Mr. Speaker, although the NDP supports Bill C-9 in principle, there is a missed opportunity with the bill. I believe my colleague from the Bloc spoke very eloquently around some of the challenges the bill does not address.
We need very strong policies that support regional development and we need a federal government that sets a framework to allow communities to determine their destiny. One thing we know about effective community economic development is that it builds long term community capacity and fosters the integration of not only economic but social and environmental activities.
The intention of community economic development is individual and community self-reliance through collaborative action, capacity building and returning control of business enterprises, capital, labour and other resources to communities. This fact often gets lost in the discussion of economic development. We will notice that many references to economic development omit communities. The social and environmental activity is so critical and it should be included in that discussion.
There are some basic tools around community economic development that the bill does not address, and the discussion is not taking place in the larger capacity. Community economic development talks about capacity building and making more with less in communities. It talks about making money circulate within communities before it leaves communities. It talks about import replacement, which means making things within our communities instead of bringing them in from outside. It talks about making brand new products within our communities.

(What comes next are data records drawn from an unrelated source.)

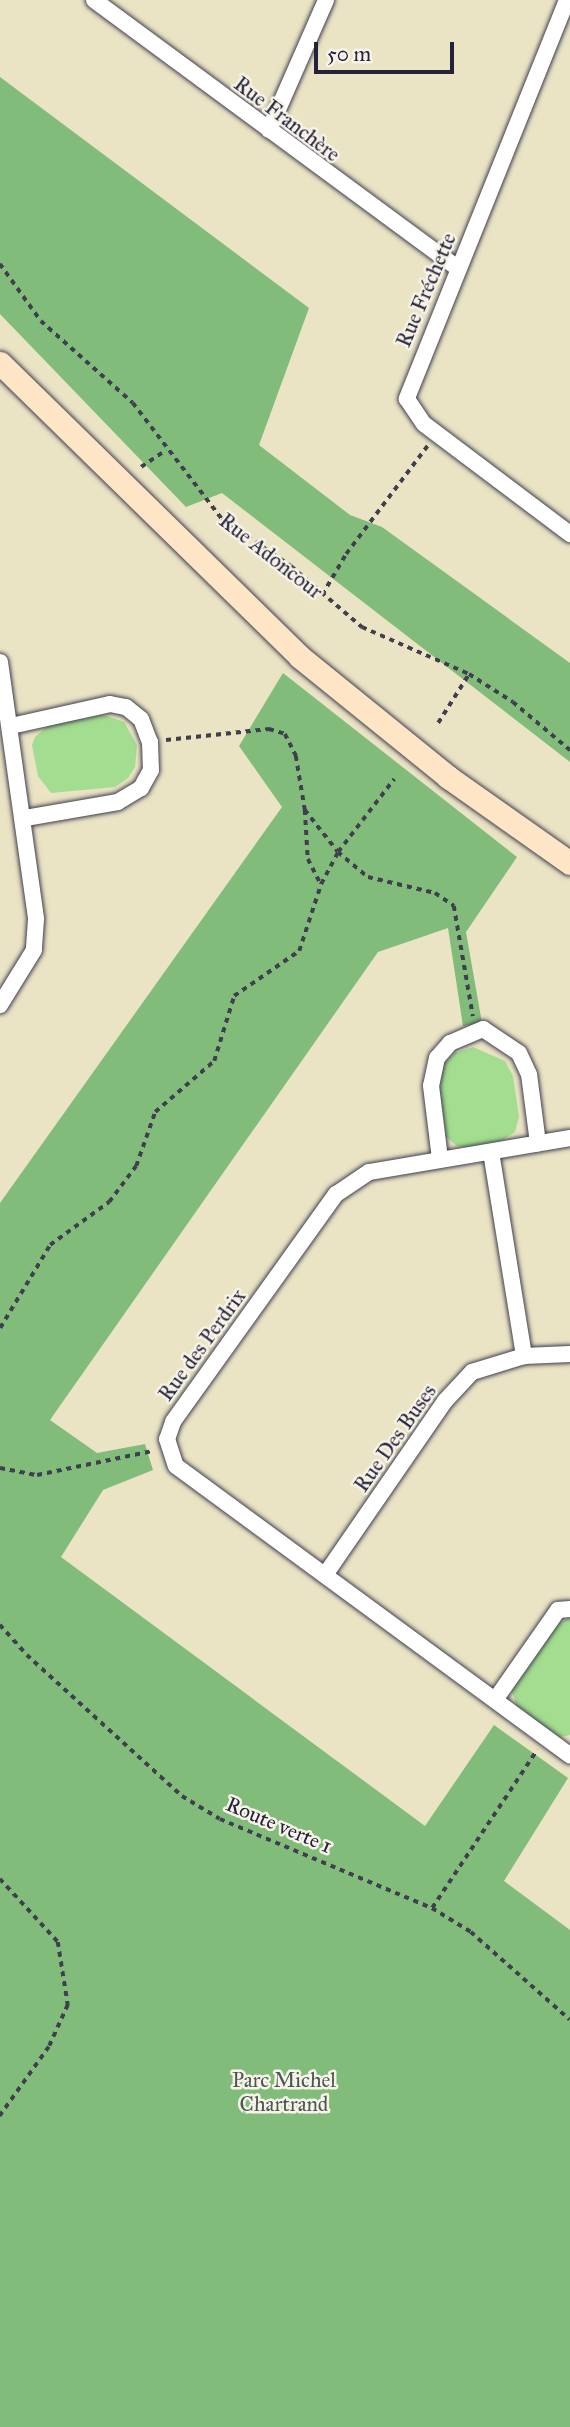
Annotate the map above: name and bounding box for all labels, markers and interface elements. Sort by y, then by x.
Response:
scale bar [318,28,458,72]
text: 50 m [327,41,371,67]
street label: Rue Franchère [229,71,345,167]
street label: Rue Fréchette [391,229,461,351]
street label: Rue Adoncour [214,508,328,604]
street label: Rue des Perdrix [153,1284,251,1406]
street label: Rue Des Buses [349,1379,441,1497]
street label: Route verte 1 [222,1791,336,1859]
park label: Parc Michel Chartrand [232,2067,336,2117]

We need targeted long term policies that promote and support domestic economies. We need to talk about financing. We need meaningful funds for job creation so when we are hit with things like softwood lumber, we can look to community economic development within our communities. We need effective community development corporations so decisions are made in the communities which will bring about that kind of job creation that we know is so critical. We need to support downtown development authorities. We need loan funds for a full range of entrepreneurs.
We also need to effectively promote buy local strategies, which includes government procurement. Therefore, when we have federal government agencies in local communities, they need to have a development strategy on buying local. We need tax incentives that support buying local. We need meaningful skills and business training that supports community economic development. The bill does not address any of that. I would hope at the committee level we have that kind of discussion on building our local economy.
Part of this discussion should be about environmental responsibilities in terms of green businesses. This can include tax incentives, government retrofit, attraction and retention of business strategies and energy conservation. We also need targeted subsidies and funding so we can get what we measure, and that is supporting local business.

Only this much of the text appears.